◆ What the task asks
Can you return the records below exactly as they stand, but only from the first line through the one with "138px,740px 159px,734px 170px,752px"?

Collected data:
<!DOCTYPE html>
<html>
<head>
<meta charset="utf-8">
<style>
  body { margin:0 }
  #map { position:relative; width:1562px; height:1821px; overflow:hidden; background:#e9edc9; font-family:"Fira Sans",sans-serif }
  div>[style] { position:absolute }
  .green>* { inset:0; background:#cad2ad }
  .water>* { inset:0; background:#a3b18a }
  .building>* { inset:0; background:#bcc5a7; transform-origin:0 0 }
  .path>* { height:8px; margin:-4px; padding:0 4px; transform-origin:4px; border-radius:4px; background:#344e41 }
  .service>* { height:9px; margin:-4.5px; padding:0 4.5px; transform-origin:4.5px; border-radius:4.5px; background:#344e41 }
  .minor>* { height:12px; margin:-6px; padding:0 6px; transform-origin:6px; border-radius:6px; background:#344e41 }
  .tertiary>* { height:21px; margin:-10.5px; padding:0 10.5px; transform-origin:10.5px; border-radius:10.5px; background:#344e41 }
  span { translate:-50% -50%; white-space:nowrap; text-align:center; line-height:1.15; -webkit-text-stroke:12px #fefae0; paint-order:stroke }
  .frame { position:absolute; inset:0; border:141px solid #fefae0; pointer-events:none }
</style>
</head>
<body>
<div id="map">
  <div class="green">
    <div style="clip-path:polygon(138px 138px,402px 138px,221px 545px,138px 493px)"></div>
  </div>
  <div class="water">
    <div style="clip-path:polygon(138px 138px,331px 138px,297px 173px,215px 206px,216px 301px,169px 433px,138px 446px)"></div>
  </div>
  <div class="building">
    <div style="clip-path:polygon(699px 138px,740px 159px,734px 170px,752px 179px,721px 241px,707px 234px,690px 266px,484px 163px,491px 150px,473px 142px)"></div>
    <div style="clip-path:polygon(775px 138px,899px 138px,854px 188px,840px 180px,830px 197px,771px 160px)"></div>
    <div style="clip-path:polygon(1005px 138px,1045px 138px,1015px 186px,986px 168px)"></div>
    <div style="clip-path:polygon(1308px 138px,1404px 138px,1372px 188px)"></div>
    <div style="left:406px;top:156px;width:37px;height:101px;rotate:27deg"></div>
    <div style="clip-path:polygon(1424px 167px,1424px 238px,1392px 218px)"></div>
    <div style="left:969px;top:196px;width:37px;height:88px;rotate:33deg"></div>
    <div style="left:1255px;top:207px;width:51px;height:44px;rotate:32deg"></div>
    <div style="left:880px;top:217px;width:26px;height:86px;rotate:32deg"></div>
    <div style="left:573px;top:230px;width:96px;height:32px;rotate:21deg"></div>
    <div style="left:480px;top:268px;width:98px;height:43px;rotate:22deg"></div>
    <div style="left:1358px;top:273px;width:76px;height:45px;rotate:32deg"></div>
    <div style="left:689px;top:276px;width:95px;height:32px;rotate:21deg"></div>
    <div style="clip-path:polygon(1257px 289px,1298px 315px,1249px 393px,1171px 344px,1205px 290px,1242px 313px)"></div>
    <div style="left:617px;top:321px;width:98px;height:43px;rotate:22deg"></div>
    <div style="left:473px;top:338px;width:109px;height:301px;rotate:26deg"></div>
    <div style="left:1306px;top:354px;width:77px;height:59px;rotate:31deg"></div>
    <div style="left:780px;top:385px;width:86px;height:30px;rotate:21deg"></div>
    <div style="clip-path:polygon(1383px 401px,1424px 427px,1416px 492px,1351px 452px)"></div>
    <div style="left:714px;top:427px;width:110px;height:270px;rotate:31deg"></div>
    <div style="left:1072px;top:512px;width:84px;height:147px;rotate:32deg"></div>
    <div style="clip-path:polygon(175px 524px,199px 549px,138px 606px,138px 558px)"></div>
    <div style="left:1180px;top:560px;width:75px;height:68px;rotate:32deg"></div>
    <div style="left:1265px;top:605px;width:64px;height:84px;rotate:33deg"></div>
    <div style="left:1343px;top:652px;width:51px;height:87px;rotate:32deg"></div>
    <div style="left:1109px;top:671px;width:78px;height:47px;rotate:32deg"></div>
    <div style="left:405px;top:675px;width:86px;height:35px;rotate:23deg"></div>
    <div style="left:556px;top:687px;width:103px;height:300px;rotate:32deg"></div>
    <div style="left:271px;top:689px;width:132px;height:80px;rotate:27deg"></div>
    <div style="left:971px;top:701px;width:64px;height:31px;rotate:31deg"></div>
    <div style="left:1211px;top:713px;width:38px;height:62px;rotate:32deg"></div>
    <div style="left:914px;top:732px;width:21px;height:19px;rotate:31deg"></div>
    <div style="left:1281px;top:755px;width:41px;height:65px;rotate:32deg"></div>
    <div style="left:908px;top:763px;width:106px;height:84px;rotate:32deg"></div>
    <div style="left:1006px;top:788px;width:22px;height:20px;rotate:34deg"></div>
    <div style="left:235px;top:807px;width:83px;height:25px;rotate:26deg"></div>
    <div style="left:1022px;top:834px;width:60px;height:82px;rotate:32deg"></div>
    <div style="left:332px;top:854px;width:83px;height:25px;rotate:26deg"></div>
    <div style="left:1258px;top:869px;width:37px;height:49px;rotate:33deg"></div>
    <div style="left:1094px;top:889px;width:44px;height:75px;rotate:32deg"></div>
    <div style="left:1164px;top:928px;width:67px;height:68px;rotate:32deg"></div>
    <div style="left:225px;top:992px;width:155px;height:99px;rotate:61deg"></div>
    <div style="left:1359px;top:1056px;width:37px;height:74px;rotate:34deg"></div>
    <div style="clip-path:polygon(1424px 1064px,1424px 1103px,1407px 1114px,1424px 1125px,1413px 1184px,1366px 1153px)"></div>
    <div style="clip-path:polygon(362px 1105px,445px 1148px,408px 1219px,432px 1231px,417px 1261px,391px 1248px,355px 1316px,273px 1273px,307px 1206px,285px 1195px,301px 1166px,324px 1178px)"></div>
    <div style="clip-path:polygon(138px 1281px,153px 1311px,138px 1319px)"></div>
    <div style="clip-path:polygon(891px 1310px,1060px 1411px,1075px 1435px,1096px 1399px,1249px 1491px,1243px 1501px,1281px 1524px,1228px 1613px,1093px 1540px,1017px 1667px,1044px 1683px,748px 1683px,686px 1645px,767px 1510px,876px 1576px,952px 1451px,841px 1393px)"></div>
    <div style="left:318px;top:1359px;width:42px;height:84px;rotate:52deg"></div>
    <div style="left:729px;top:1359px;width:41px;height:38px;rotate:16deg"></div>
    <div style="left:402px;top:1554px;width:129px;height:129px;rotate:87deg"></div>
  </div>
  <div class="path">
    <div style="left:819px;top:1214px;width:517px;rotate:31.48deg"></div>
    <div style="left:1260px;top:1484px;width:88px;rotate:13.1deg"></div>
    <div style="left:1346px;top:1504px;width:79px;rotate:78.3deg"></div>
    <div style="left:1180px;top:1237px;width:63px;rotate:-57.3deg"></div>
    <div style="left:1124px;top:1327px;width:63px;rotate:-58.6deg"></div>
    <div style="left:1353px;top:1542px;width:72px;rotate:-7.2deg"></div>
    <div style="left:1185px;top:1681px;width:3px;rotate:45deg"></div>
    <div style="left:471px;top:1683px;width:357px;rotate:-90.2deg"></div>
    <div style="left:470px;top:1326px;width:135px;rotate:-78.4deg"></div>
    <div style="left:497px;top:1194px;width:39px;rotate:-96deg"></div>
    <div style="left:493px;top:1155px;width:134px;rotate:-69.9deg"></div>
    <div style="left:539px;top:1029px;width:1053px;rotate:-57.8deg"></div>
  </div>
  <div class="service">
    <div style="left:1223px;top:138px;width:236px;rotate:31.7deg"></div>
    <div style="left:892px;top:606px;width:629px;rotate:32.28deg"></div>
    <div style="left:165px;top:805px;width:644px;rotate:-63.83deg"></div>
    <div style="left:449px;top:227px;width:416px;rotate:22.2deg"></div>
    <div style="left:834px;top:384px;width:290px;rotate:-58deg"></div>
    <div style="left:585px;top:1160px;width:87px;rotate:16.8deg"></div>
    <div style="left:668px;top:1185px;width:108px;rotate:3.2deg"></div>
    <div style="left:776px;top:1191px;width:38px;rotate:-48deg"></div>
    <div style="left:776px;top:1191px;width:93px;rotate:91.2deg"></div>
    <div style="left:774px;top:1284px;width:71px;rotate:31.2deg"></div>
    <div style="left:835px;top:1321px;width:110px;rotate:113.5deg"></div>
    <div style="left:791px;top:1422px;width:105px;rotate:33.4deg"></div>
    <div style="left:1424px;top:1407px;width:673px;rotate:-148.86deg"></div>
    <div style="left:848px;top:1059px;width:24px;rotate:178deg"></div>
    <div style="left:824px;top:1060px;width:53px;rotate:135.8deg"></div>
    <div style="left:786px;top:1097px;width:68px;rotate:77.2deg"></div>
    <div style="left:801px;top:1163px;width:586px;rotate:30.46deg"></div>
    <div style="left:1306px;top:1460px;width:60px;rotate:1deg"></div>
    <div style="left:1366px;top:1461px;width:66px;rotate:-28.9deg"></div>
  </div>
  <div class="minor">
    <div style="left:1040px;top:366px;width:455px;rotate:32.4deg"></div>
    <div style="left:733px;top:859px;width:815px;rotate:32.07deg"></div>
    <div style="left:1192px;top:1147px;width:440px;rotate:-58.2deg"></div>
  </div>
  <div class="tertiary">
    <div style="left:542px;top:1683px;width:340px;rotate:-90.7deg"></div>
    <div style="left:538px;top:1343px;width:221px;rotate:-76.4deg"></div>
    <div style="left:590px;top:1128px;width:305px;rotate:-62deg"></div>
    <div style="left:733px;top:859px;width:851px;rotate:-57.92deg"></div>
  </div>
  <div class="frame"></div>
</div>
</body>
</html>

◆ Result of the exercise
<!DOCTYPE html>
<html>
<head>
<meta charset="utf-8">
<style>
  body { margin:0 }
  #map { position:relative; width:1562px; height:1821px; overflow:hidden; background:#e9edc9; font-family:"Fira Sans",sans-serif }
  div>[style] { position:absolute }
  .green>* { inset:0; background:#cad2ad }
  .water>* { inset:0; background:#a3b18a }
  .building>* { inset:0; background:#bcc5a7; transform-origin:0 0 }
  .path>* { height:8px; margin:-4px; padding:0 4px; transform-origin:4px; border-radius:4px; background:#344e41 }
  .service>* { height:9px; margin:-4.5px; padding:0 4.5px; transform-origin:4.5px; border-radius:4.5px; background:#344e41 }
  .minor>* { height:12px; margin:-6px; padding:0 6px; transform-origin:6px; border-radius:6px; background:#344e41 }
  .tertiary>* { height:21px; margin:-10.5px; padding:0 10.5px; transform-origin:10.5px; border-radius:10.5px; background:#344e41 }
  span { translate:-50% -50%; white-space:nowrap; text-align:center; line-height:1.15; -webkit-text-stroke:12px #fefae0; paint-order:stroke }
  .frame { position:absolute; inset:0; border:141px solid #fefae0; pointer-events:none }
</style>
</head>
<body>
<div id="map">
  <div class="green">
    <div style="clip-path:polygon(138px 138px,402px 138px,221px 545px,138px 493px)"></div>
  </div>
  <div class="water">
    <div style="clip-path:polygon(138px 138px,331px 138px,297px 173px,215px 206px,216px 301px,169px 433px,138px 446px)"></div>
  </div>
  <div class="building">
    <div style="clip-path:polygon(699px 138px,740px 159px,734px 170px,752px 179px,721px 241px,707px 234px,690px 266px,484px 163px,491px 150px,473px 142px)"></div>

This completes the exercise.